Thinking nothing about his own safety, Harry was nevertheless glad to see that the slaves were being taken off, and saved from a watery grave, whatever their ultimate fate might be.
His men and himself were rowed on shore in the last boat that left that doomed slave dhow.
In this boat sat that grim dark Arab I have introduced to the reader at the commencement of this chapter.
For some time he sat sternly regarding Harry. The young Highlander returned the gaze with interest.
“Would you not like,” he said at last, “to know your fate?”
“No. And if it be death, I know how to face it.”
“It is death. It is justice, not revenge. I am Suliemon. I was captain of that dhow. Now you know all and can prepare.”
Like his poor men, Harry was bound hands and feet and placed by their side, fully exposed to the fierce glare of the tropical sun.
How very long the day seemed! But the evening came at last. Then great fires were lighted on the beach, the flare falling far athwart the waves, and giving the breaking waters the appearance of newly drawn blood.

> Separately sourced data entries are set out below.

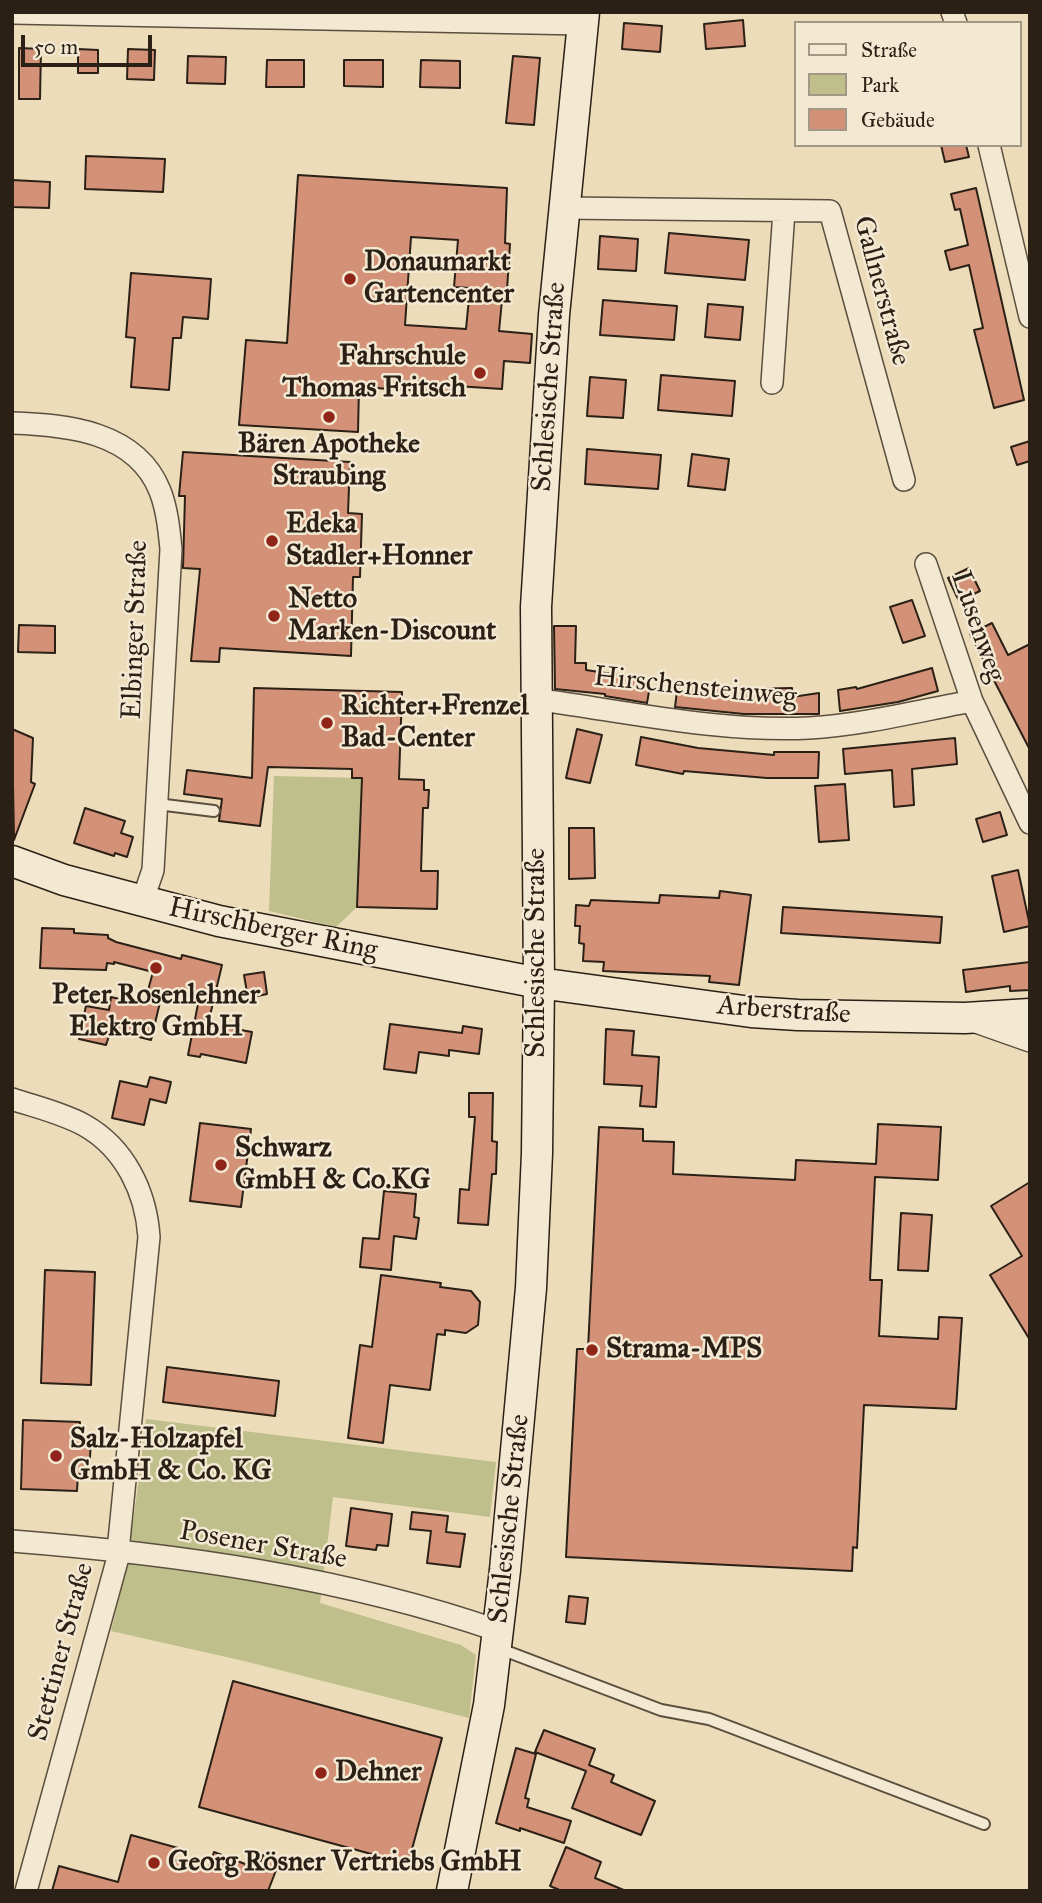 <!DOCTYPE html>
<meta charset="utf-8">
<style>
body{margin:0}
#map{position:relative;width:1042px;height:1903px;overflow:hidden;background:#ecdcba;font-family:"IM FELL Great Primer",serif}
canvas{display:block}
.frame{position:absolute;inset:0;border:14px solid #2b2015;pointer-events:none}
.legend{position:absolute;left:794px;top:21px;width:228px;height:126px;box-sizing:border-box;background:#f3e8d2;border:2px solid #a39886;margin:0;padding:9px 12px;list-style:none;font-size:21px;color:#2b2015}
.legend li{display:flex;align-items:center;gap:14px;height:35px}
.legend b{width:35px;border:2px solid #a39886}
.scale{position:absolute;left:21px;top:35px;width:131px;height:32px;box-sizing:border-box;border:4px solid #2b2015;border-top:0;padding-left:9px;font-size:21px;line-height:24px;white-space:nowrap;color:#2b2015;-webkit-text-stroke:5px #f3e8d2;paint-order:stroke}
</style>
<div id="map">
<canvas width="1042" height="1903"></canvas>
<div class="frame"></div>
<ul class="legend">
<li><b style="height:9px;background:#f3e8d2"></b>Straße</li>
<li><b style="height:19px;background:#bebf8b"></b>Park</li>
<li><b style="height:19px;background:#d39277"></b>Gebäude</li>
</ul>
<div class="scale">50 m</div>
</div>
<script>
const ctx = document.querySelector('canvas').getContext('2d');
ctx.lineJoin = 'round';
function fill(path, color) { ctx.fillStyle = color; ctx.fill(path, 'evenodd'); }
function strokePath(path, color, width, dash) { ctx.strokeStyle = color; ctx.lineWidth = width; ctx.lineCap = dash ? 'butt' : 'round'; ctx.setLineDash(dash || []); ctx.stroke(path); }
function label(font, color, halo, rows, align = 'center') {
  ctx.font = font + ' "IM FELL Great Primer",serif'; ctx.lineWidth = 5; ctx.setLineDash([]); ctx.textBaseline = 'middle'; ctx.strokeStyle = halo; ctx.fillStyle = color; for (const [text, x, y, turn = 0] of rows) {
    ctx.save(); ctx.translate(x, y); ctx.rotate((+turn || 0) * Math.PI / 180); ctx.textAlign = isNaN(turn) ? turn : align; if (halo) ctx.strokeText(text, 0, 0); ctx.fillText(text, 0, 0); ctx.restore();
  }
}
const green = new Path2D(`
 M274,776L362,778L357,907L336,927L269,911Z
 M146,1419L496,1462L490,1517L333,1497L320,1603L461,1645L476,1655L469,1718L244,1661L111,1631C129,1561 138,1491 146,1419Z`);
const building = new Path2D(`
 M743,20L745,46L706,49L704,24Z
 M624,23L662,26L660,52L622,49Z
 M19,48L41,49L40,99H19Z
 M78,49L98,50V73H78Z
 M128,49L155,50L154,80L127,79Z
 M188,56L226,57L225,84L187,83Z
 M513,56L540,58L534,125L506,123Z
 M267,60H304V87H266Z
 M344,60H383V87L344,86Z
 M421,60L460,61V88L420,87Z
 M941,145H966L969,157L945,162Z
 M86,156L165,159L163,192L85,189Z
 M298,175L507,188L505,243L510,244L507,290H503L499,331L532,334L530,363L504,361L502,389L456,386L455,393L359,387L358,432L239,425L246,340L287,343ZM411,237L458,240L454,287L470,288L466,329L405,325Z
 M12,180L50,182L49,208L12,207Z
 M976,188L1024,400L994,408L974,330L983,328L969,265L950,270L945,251L968,245L960,209L955,210L951,194Z
 M669,233L749,240L745,280L665,273Z
 M600,236L638,239L636,271L598,269Z
 M131,273L211,279L208,319L183,317L181,338H173L169,390L131,387L135,338L126,337Z
 M603,300L677,306L674,340L600,335Z
 M708,304L743,307L740,340L705,337Z
 M661,375L735,381L732,416L658,410Z
 M590,377L626,380L623,418L587,416Z
 M1030,441V461L1017,465L1011,447Z
 M587,449L661,455L658,489L585,484Z
 M183,452L350,462L348,513L362,514L360,577H353L351,656L220,648L219,662L191,661L200,569L183,568L185,496H179Z
 M692,454L729,459L725,490L688,486Z
 M969,568L980,591L959,601L948,578Z
 M912,600L925,636L903,643L890,607Z
 M992,623L1008,655L1030,644V750L970,634Z
 M19,625L55,626V653L18,652Z
 M554,626H576L575,663H586V670L651,680L647,703L605,696V694L555,689Z
 M932,668L938,691L898,702L840,711L838,690L856,687L857,689Z
 M678,683L742,689L792,688V697L819,693V714H744L675,707Z
 M254,688L402,692L399,779L424,780V790H429L428,808H423L421,871H438L437,909L357,907L362,778H352V769L268,767L260,826L219,821L222,799L184,794L187,770L252,778Z
 M12,729L33,738L31,782L35,784L14,840Z
 M577,729L602,735L590,783L566,778Z
 M641,737L698,748L774,755V752H819L818,778H767L684,771L683,774L636,765Z
 M955,738L957,764L912,769L914,805L894,807L892,770L845,774L843,749Z
 M845,784L849,840L819,842L815,786Z
 M85,808L125,821L121,833L133,837L127,857L115,853L114,856L74,843Z
 M1000,812L1007,835L983,842L976,819Z
 M569,828H594L595,878L569,879Z
 M1018,870L1030,926L1004,932L992,876Z
 M720,891L751,895L739,985L709,982L710,976L603,971L604,962L583,961L584,944L579,943L580,926H575L576,905L589,906L591,900L659,903L660,895L719,898Z
 M783,907L942,917L940,943L781,933Z
 M42,928L74,929V933L108,935V938L116,942L181,959L182,955L222,965L208,1024L252,1032L246,1063L201,1054L200,1057L188,1055L198,1004L167,997V999L161,998L151,1040L111,1030L106,1045L79,1039L86,1006L109,1010L111,997L144,1005L153,972L114,962V964L107,963L106,970L40,968Z
 M1030,962V990L1010,991V986L966,992L963,970Z
 M264,972L267,994L248,998L244,975Z
 M390,1024L462,1033L463,1026L482,1029L479,1054L449,1050V1056L419,1052L416,1073L384,1069Z
 M606,1029L634,1031L632,1055L659,1057L656,1107L640,1106L642,1086L604,1084Z
 M150,1077L171,1082L166,1103L150,1099L144,1125L112,1118L120,1081L147,1087Z
 M469,1093H493L492,1141L497,1142L496,1174H492L488,1225L458,1223L460,1189L469,1190L475,1117H469Z
 M200,1123L251,1129L241,1207L190,1201Z
 M878,1124L941,1127L938,1180L875,1177L870,1280H882L879,1336L938,1339L939,1317L962,1318L956,1409L864,1405L857,1548L853,1547L852,1571L566,1557L577,1349H588L599,1127L643,1129V1141L674,1142L673,1174L795,1180L796,1160L876,1164Z
 M1030,1182V1340L990,1275L1022,1256L991,1206Z
 M384,1191L416,1194L414,1217L419,1218L416,1239L394,1236L391,1270L360,1267L363,1238L379,1239Z
 M901,1213L932,1215L928,1271L898,1270Z
 M45,1270L95,1272L91,1385L41,1383Z
 M381,1275L441,1283L440,1287L471,1291L480,1302L478,1325L466,1333L445,1330V1335L437,1334L430,1390L390,1385L383,1443L348,1438L360,1345L372,1347Z
 M167,1367L279,1381L275,1416L163,1402Z
 M23,1420L80,1422L79,1438L91,1439L89,1475L78,1474L77,1491L21,1489Z
 M351,1508L392,1514L388,1546L377,1545L376,1550L346,1546Z
 M412,1512L448,1516L446,1532L465,1534L460,1567L427,1563L431,1531L410,1529Z
 M569,1596L588,1598L585,1624L566,1622Z
 M233,1681L442,1738L408,1864L199,1807Z
 M544,1730L595,1749L589,1765L614,1775L611,1782L655,1801L641,1835L572,1808L586,1771L535,1752Z
 M516,1748L536,1754L525,1798L529,1799L527,1807L571,1821L564,1843L520,1828V1831L496,1823Z
 M131,1835L178,1848L174,1860L208,1869L214,1852L258,1869L263,1855L280,1860L268,1891H52L59,1866L118,1882Z
 M566,1847L601,1862L595,1878L626,1891H562L550,1886Z`);
const lane = new Path2D(`
 M157,804L214,811
 M497,1650L511,1653L661,1710L709,1719L984,1824`);
const street = new Path2D(`
 M952,12L956,23
 M12,13L583,24
 M989,145L1030,317
 M564,208L830,211L904,480
 M772,383L784,211
 M12,423C67,425 136,431 160,491C167,509 169,529 171,549L153,870L142,902
 M926,564L972,701L1030,823
 M535,701H548C633,713 722,732 809,728C863,725 918,711 972,701
 M976,1022L1030,1041
 M12,1099C36,1107 62,1113 84,1125C125,1148 146,1192 149,1237L117,1561L26,1891
 M12,1541C177,1554 343,1577 499,1631`);
const secondary = new Path2D(`
 M12,861L64,880L219,921L539,983L751,1012L798,1015L965,1018L1030,1014
 M452,1891L489,1705L505,1570L531,1288L537,1153L539,983L536,607L554,315L584,12`);
const markers = [
 [350,279,7,"#8f2418"],
 [480,373,7,"#8f2418"],
 [329,417,7,"#8f2418"],
 [272,541,7,"#8f2418"],
 [274,616,7,"#8f2418"],
 [327,723,7,"#8f2418"],
 [156,968,7,"#8f2418"],
 [221,1165,7,"#8f2418"],
 [592,1350,7,"#8f2418"],
 [56,1456,7,"#8f2418"],
 [321,1773,7,"#8f2418"],
 [154,1863,7,"#8f2418"]
];
const poiNames = [
 ["Donaumarkt",364,263],
 ["Gartencenter",364,295],
 ["Fahrschule",466,357,"right"],
 ["Thomas Fritsch",466,389,"right"],
 ["Bären Apotheke",329,445,"center"],
 ["Straubing",329,477,"center"],
 ["Edeka",286,525],
 ["Stadler+Honner",286,557],
 ["Netto",288,600],
 ["Marken-Discount",288,632],
 ["Richter+Frenzel",341,707],
 ["Bad-Center",341,739],
 ["Peter Rosenlehner",156,996,"center"],
 ["Elektro GmbH",156,1028,"center"],
 ["Schwarz",235,1149],
 ["GmbH & Co.KG",235,1181],
 ["Strama-MPS",606,1350],
 ["Salz-Holzapfel",70,1440],
 ["GmbH & Co. KG",70,1472],
 ["Dehner",335,1773],
 ["Georg Rösner Vertriebs GmbH",168,1863]
];
const streetNames = [
 ["Gallnerstraße",881,291,75],
 ["Schlesische Straße",550,387,-86],
 ["Lusenweg",977,627,71],
 ["Elbinger Straße",136,630,-88],
 ["Hirschensteinweg",695,688,6],
 ["Hirschberger Ring",273,930,12],
 ["Schlesische Straße",537,953,-90],
 ["Arberstraße",784,1011,4],
 ["Schlesische Straße",510,1519,-84],
 ["Posener Straße",263,1546,10],
 ["Stettiner Straße",62,1652,-75]
];
fill(green, '#bebf8b');
fill(building, '#d39277');
strokePath(building, '#2b2015', 2);
strokePath(lane, '#5b4f3e', 14);
strokePath(street, '#5b4f3e', 24);
strokePath(secondary, '#2b2015', 33);
strokePath(lane, '#f3e8d2', 10);
strokePath(street, '#f3e8d2', 21);
strokePath(secondary, '#f3e8d2', 30);
for (const [x, y, r, color] of markers) { const dot = new Path2D(); dot.arc(x, y, r, 0, 2 * Math.PI); ctx.fillStyle = color; ctx.fill(dot); strokePath(dot, '#f3e8d2', 2.5); }
label('bold 28px', '#2b2015', '#f3e8d2', poiNames, 'left');
label('28px', '#2b2015', '#f3e8d2', streetNames);
</script>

The scene was wild in the extreme; only the pen of a Dickens and the pencil of a Rembrandt could have done justice to it. The trembling group of slaves—the waves had sadly thinned their ranks—lying, squatting, or standing on the sands, the poor white men, with pained, sad faces, the rude cords cutting into ankles and wrists, the wild gesticulating armed Indians, and the tall figure in white gliding, ghostlike, here, there, and everywhere.